State Nat. Bank v. S. W. Clark & Sons

39 So. 844, 115 La. 692, 1905 La. LEXIS 721
CourtSupreme Court of Louisiana
DecidedNovember 20, 1905
DocketNo. 15,585
StatusPublished

This text of 39 So. 844 (State Nat. Bank v. S. W. Clark & Sons) is published on Counsel Stack Legal Research, covering Supreme Court of Louisiana primary law. Counsel Stack provides free access to over 12 million legal documents including statutes, case law, regulations, and constitutions.

Bluebook
State Nat. Bank v. S. W. Clark & Sons, 39 So. 844, 115 La. 692, 1905 La. LEXIS 721 (La. 1905).

Opinion

Statement of the Case.

NICHOLLS, J.

On the 27th' of October, 1903, S. W. Clark & Sons, a commercial partnership composed of S. W. Clark and his-sons, H. H. Clark and S. W. Clark, Jr., obtained from the civil district court a respite. The assets were placed at $50,732, and the liabilities at $45,080. Mrs. S. W. Clark was put down as a creditor for $9,000, and. the State National Bank for $850.

On January 7, 1904, the State National Bank demanded security, under article 3093 of the Civil Code. On hearing, S. W. Clark. & Sons, plaintiffs in the respite proceedings, were ordered to furnish bond in favor of the bank for $1,000. On the 18th of March, 1904, the bank moved to have the order-granting the respite set aside and vacated on the ground that the bond so ordered was not furnished. On hearing, this prayer was granted, and the order granting a respite-was vacated.

On March 15th the State National Bank, filed a suit against the firm, citing each member of the firm. On April 12th the bank ob[360]*360tained judgment in solido against the firm of S. W. Clark and its individual members.

A writ of fieri facias issued in execution of the judgment, and under the writ the contents of the store No. 624 Canal street were seized as the property of the judgment debtors.

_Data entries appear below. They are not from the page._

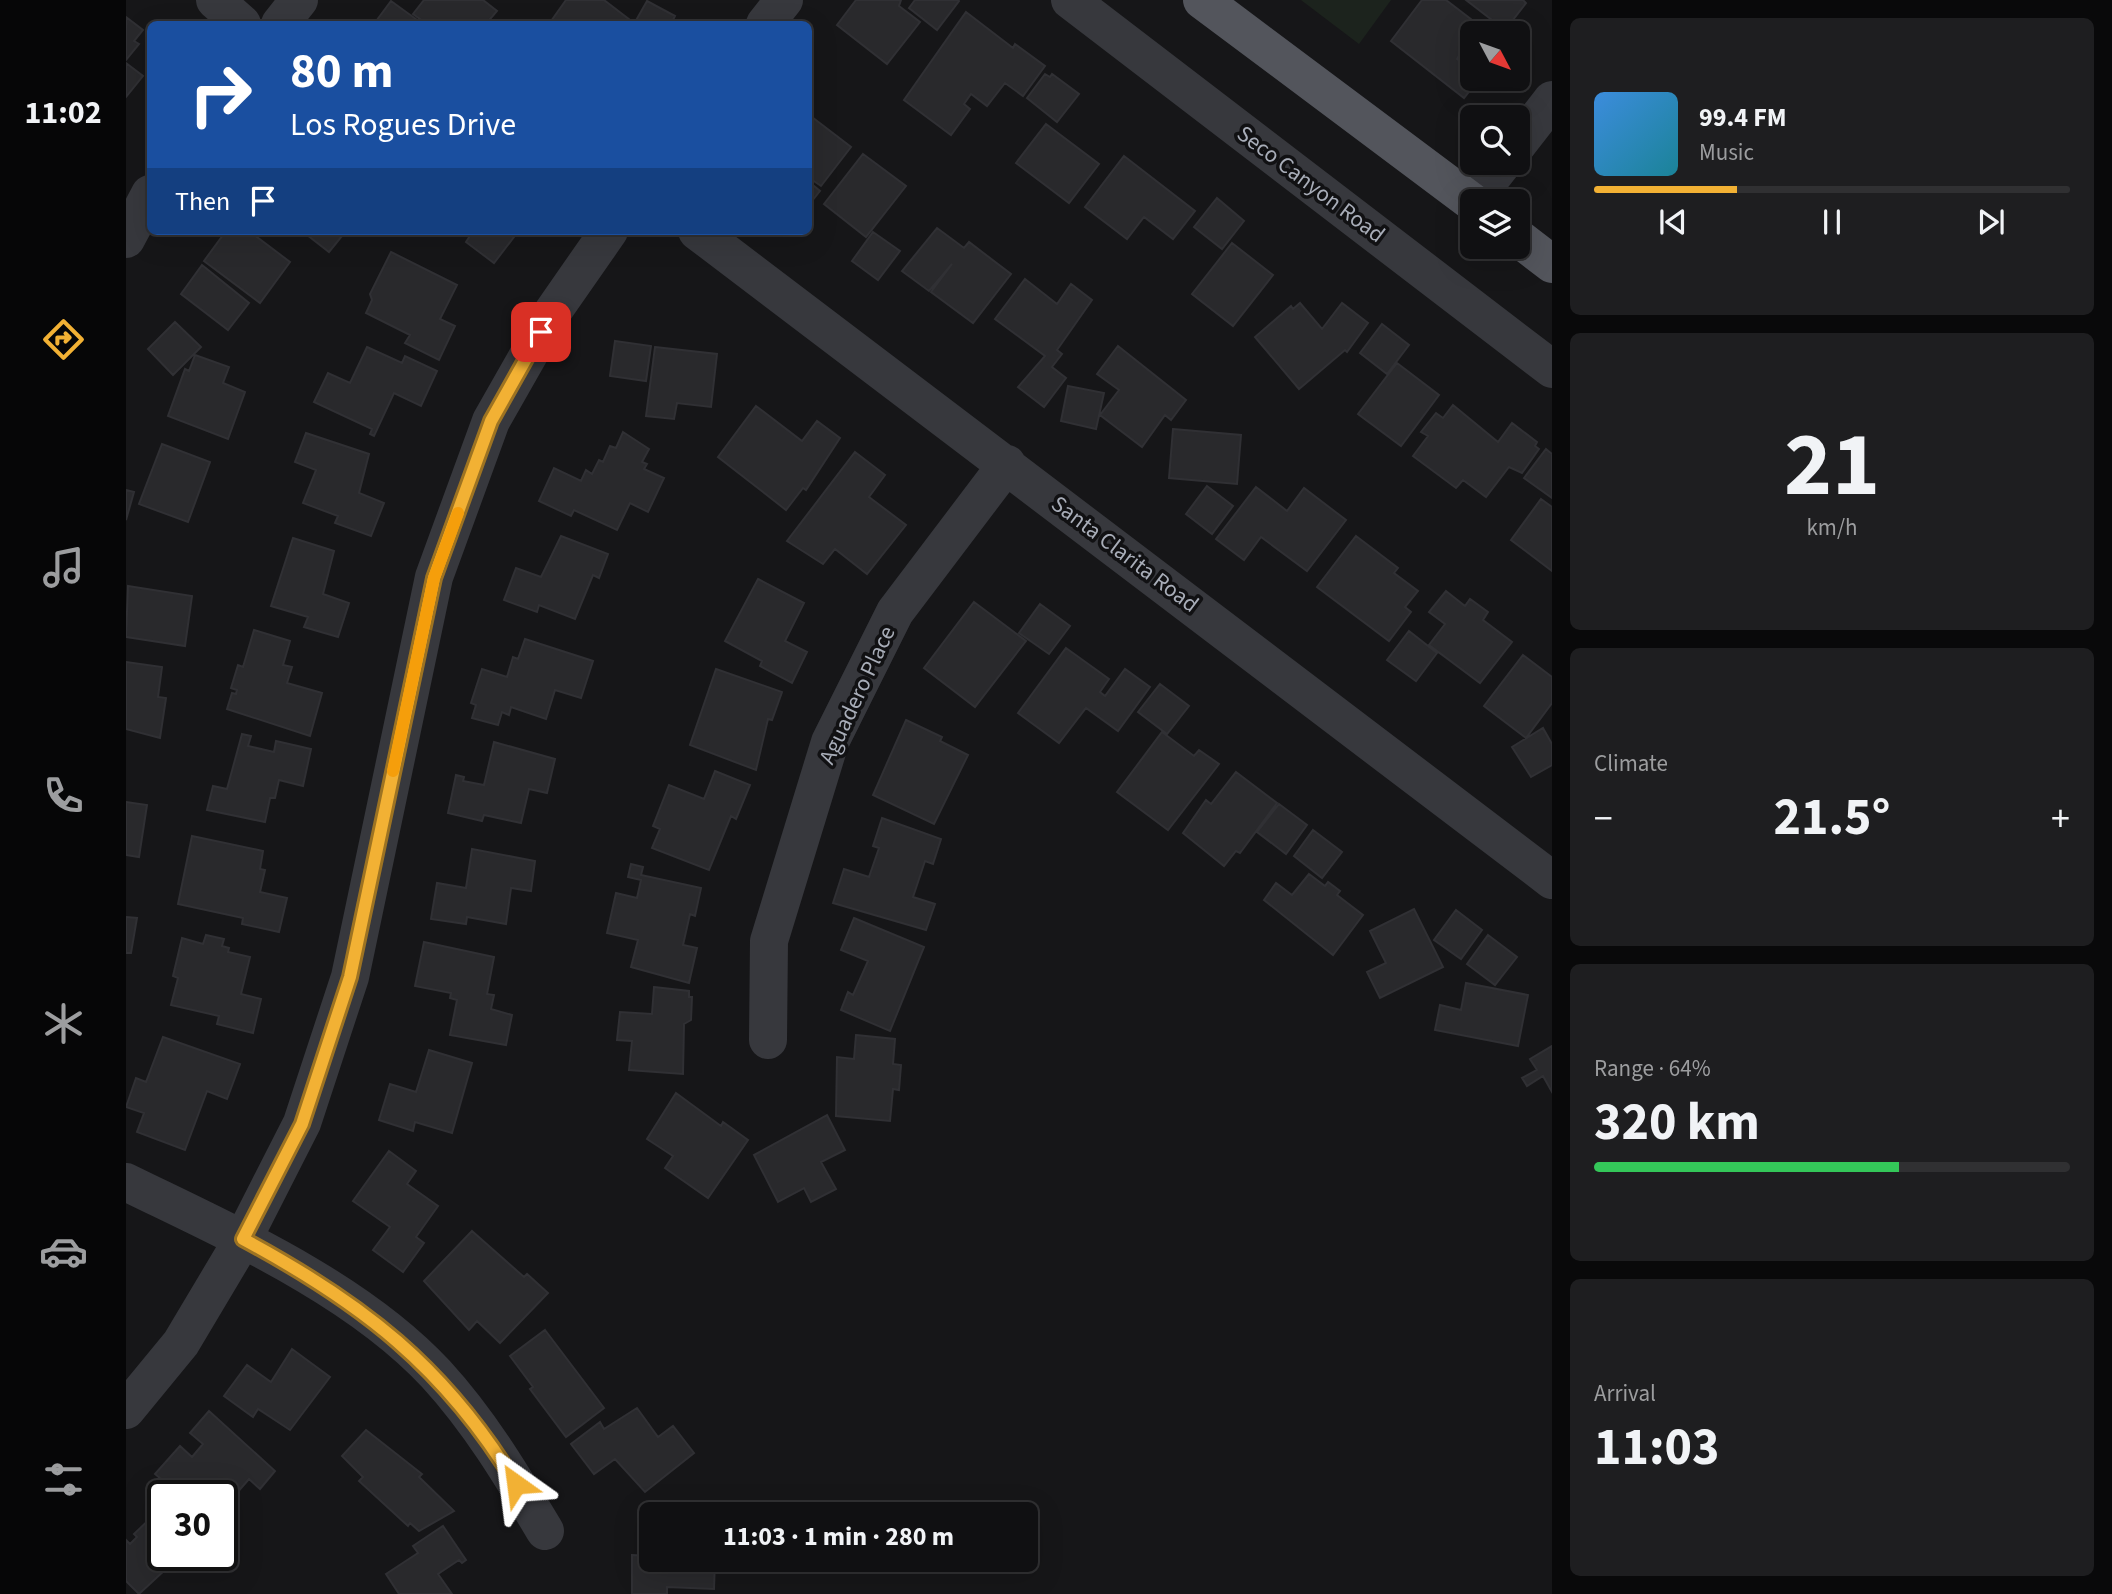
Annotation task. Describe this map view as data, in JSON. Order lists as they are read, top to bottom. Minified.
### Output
{"streets":{"street":["Seco Canyon Road","Santa Clarita Road","Aguadero Place"]},"crossings":[["Santa Clarita Road","Aguadero Place"]],"north":"bottom right","page":{"tabs":"11:02","turn":["80 m","Los Rogues Drive"],"song":["99.4 FM","Music"],"then":"Then","tile":[["21","km/h"],"Climate",["Range · 64%","320 km"],["Arrival","11:03"]],"heat":["−","21.5°","+"],"limit":"30","trip":"11:03 · 1 min · 280 m"}}
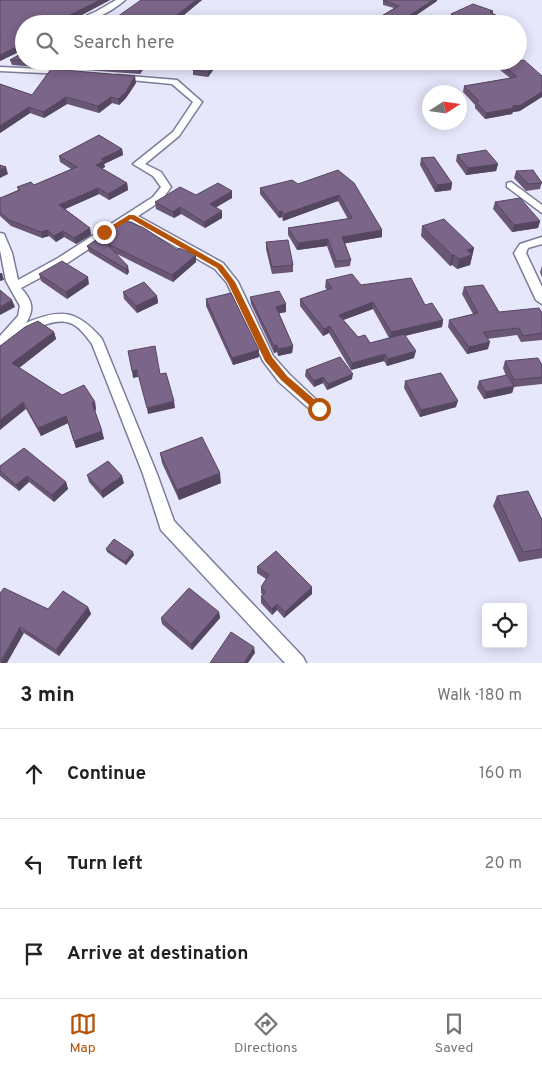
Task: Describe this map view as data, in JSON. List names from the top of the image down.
{
  "north": "right",
  "page": {
    "search": "Search here",
    "heading": ["3 min", "Walk · 180 m"],
    "list": [
      ["Continue", "160 m"],
      ["Turn left", "20 m"],
      "Arrive at destination"
    ],
    "nav": ["Map", "Directions", "Saved"]
  }
}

On May 5th Mrs. Clark, the wife of the senior member of the firm and the mother of the others, alleging herself to he the owner and in possession of the property seized, prayed for and obtained an injunction directed to the seizing creditor and the civil sheriff against further proceedings under the writ of fi. fa., and selling the property, and simultaneously prayed for judgment against them for damages in making the seizure.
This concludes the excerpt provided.